Wednesday, 16 December 2015: 14:25
304 (Moscone South)
Cesar Arriagada, University of Chile, Santiago, Chile
Abstract:
The tectonic evolution of the Central Andes includes a complex combination of thrusting, wrenching and block rotation leading progressively to the curvature of the orogenic system of the South American continental margin at 18ºS (Bolivian Orocline). Tectonic deformation in the Bolivian Orocline cannot be realistically restored using information from balanced cross sections alone, as the deformation includes an important component of block rotation, associated to counterclockwise block rotation in southern Peru and clockwise rotation in northern Chile. Recent work shows that block rotations in the forearc are essentially pre-early Miocene, predating the onset of Neogene shortening in the Sub Andean zone. Most rotations in the forearc of northern Chile where acquired through a single tectonic event during the Paleogene-early Miocene which probably coincides with the Eocene orogen-wide Incaic event which affected large regions of the central Andes between ca. 50 and 40 Ma. Results from 2D restoration experiments support the hypothesis of the Paleogene formation of the Bolivian Orocline, as a consequence of differential shortening, concentrated in the Eastern Cordillera of Bolivia, southern Peru and northwestern Argentina. Within the southern central Andes four additional curvatures including striking changes in the pattern of rotations have been discovered. From north to south these are the Antofagasta-Calama Lineament, Vallenar, Maipo and Arauco oroclines. However, an important part of rotation needs to be balanced, in the forearc region, by two major conjugate oblique shear zones (Abancay Deflection and Antofagasta-Calama Lineament).
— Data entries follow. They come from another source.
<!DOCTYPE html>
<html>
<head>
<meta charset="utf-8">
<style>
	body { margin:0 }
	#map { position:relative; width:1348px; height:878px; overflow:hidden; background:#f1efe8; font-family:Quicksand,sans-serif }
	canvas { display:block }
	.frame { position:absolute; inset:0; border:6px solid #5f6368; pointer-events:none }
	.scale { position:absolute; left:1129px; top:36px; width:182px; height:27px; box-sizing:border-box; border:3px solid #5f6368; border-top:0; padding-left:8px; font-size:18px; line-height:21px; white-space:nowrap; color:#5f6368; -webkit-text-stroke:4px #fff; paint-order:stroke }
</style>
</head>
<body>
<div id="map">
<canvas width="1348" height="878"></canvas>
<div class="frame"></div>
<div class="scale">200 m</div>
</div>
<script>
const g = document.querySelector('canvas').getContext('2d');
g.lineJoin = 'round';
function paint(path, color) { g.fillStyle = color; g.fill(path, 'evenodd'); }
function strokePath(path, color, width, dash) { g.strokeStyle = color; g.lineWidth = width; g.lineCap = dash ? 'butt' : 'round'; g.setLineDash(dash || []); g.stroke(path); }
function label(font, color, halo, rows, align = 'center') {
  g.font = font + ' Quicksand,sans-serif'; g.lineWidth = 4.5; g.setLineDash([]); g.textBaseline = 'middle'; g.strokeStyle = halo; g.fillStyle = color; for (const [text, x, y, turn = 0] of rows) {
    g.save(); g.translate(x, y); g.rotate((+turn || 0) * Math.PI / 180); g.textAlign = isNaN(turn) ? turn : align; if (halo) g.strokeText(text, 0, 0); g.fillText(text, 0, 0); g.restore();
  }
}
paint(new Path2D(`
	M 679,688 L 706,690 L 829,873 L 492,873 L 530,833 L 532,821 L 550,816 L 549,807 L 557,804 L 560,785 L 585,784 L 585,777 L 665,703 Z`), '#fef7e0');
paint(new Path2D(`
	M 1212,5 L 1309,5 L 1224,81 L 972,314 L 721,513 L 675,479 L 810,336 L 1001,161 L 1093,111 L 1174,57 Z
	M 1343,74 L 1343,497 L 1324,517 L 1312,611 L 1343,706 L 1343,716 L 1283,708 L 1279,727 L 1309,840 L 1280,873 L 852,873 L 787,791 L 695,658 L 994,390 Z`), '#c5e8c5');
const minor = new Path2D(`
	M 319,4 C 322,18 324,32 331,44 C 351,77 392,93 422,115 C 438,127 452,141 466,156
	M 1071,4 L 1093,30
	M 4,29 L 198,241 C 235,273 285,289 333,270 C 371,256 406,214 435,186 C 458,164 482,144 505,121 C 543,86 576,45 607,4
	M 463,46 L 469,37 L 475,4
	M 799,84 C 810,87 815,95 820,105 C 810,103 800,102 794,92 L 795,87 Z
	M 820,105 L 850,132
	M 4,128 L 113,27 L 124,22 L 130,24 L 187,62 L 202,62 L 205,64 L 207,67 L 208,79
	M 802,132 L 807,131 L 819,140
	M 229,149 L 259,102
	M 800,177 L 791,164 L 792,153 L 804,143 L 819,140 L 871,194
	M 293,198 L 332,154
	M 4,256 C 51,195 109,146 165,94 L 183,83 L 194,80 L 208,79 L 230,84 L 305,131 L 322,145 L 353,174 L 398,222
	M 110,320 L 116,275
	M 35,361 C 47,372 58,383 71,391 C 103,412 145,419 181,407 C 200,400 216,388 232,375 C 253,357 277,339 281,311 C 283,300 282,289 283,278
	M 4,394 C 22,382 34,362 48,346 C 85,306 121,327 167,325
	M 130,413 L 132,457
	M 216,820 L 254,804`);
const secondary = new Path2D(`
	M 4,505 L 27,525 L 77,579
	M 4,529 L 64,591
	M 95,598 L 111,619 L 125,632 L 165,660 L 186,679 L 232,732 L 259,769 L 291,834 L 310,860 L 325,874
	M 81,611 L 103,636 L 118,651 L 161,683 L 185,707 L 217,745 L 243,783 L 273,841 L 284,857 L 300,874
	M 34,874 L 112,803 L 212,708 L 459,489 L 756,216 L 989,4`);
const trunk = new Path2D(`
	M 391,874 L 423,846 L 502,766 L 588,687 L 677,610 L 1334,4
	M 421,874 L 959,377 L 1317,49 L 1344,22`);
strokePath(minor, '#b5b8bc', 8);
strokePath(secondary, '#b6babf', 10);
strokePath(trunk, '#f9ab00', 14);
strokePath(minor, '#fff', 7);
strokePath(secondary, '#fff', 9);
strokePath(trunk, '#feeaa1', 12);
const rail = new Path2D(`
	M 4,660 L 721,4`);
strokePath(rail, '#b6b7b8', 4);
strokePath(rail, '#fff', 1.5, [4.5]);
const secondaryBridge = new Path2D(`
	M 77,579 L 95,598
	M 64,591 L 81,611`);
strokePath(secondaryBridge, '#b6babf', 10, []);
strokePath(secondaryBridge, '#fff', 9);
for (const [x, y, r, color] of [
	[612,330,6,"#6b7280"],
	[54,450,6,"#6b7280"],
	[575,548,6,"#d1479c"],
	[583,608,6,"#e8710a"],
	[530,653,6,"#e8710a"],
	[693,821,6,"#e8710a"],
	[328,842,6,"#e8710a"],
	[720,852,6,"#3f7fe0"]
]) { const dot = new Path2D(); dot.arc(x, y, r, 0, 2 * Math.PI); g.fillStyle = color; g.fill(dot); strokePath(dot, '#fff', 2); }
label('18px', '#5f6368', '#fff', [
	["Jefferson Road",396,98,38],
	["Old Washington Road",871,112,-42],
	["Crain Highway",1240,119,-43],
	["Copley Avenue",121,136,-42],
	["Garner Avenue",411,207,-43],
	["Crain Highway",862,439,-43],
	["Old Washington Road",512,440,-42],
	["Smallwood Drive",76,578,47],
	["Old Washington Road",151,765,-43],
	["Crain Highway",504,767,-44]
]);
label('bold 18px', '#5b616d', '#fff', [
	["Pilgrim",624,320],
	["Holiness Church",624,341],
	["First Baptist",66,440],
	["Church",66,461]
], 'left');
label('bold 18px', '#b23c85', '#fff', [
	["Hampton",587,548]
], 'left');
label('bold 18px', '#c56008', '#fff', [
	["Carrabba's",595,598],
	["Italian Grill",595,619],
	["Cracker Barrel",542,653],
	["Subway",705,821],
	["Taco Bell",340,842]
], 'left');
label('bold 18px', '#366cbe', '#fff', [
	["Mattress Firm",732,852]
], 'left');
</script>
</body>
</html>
These structural features are probably related to inherited lithospheric discontinuities associated with the accretion of basement terranes which could be responsible for producing and delimitating significant and abrupt changes in the magnitude of the Central Andean Rotation Pattern along the margin. While shortening and crustal thickening concentrated in the weak Andean arc and Eastern Cordillera, passive transport of large basement terrane blocks on top of the flowing ductile lower crust in the forearc region was accompanied by block rotations along vertical axis which, at the end, may have originated most of the Central Andean Rotation Pattern.